The first column is all ones. The next 24 columns are \mathbf{X}_{T'}, which identify which plots are treated by which transcriptions, starting with t7983 (since t4104 is the reference). The next three columns are \mathbf{X}_{J'}, which identify the plots involving which judges – the first column being all plots with judge B (since judge A is the reference). Then \mathbf{X}_{Q'} gives four columns identifying which plots involve which quality, starting with structure (since quality melody is the reference).
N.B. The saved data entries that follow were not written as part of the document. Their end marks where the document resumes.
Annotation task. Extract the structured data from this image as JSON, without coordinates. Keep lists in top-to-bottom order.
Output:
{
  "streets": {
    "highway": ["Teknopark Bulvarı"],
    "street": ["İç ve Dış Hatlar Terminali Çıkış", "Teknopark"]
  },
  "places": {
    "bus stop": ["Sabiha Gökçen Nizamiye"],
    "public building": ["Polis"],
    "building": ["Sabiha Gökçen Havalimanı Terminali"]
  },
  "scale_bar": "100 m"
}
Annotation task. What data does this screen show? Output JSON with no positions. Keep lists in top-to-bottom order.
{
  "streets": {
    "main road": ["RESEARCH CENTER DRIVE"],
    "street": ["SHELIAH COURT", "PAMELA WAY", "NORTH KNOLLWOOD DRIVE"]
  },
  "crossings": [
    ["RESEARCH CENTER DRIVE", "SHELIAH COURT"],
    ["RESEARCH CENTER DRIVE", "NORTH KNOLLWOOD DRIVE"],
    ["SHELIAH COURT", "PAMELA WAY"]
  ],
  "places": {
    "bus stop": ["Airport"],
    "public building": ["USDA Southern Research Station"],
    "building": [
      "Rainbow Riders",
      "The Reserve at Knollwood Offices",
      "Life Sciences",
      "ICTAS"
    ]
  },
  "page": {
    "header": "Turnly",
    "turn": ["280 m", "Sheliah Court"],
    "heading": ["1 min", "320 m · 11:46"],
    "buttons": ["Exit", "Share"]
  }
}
Finally, \mathbf{X}_{J'Q'} identify in its twelve columns which plots involve a given judge (B, C or D) and a given quality (structure, playable, memorable, and interesting).

Now we can rewrite the model with these terms:

\mathbf{y} = \mathbf{1}_{N} \mu' + \mathbf{X}_{T'}\boldsymbol{\beta}'_{T'} + \mathbf{X}_{J'}\boldsymbol{\beta}'_{J'} + \mathbf{X}_{Q'}\boldsymbol{\beta}'_{Q'} + \mathbf{X}_{J'Q'}\boldsymbol{\beta}'_{J'Q'} + \mathbf{n}

where we have partitioned the parameter \boldsymbol{\beta}' according to the factors. Since \mathbf{y} is a vector in \mathbb{R}^N, so are all the others. The first term is a vector that points in a one-dimensional subspace of \mathbb{R}^N, namely \textrm{C}(\mathbf{1}_{N}) (the column space of \mathbf{1}_{N}). Then any combination of first two terms, \mathbf{1}_{N}a + \mathbf{X}_{T'}\mathbf{b}, is a vector that points in the 25-dimensional subspace \textrm{C}([\mathbf{1}_{N} | \mathbf{X}_{T'}]). (We know it is 25-dimensional because no linear combination of the 24 columns in \mathbf{X}_{T'} can create \mathbf{1}_{N}.) Then any combination of the two terms \mathbf{1}_{N} a + \mathbf{X}_{J'}\mathbf{c} is a vector that points in the 4 dimensional subspace \textrm{C}([\mathbf{1}_{N} | \mathbf{X}_{J'}]). And so on.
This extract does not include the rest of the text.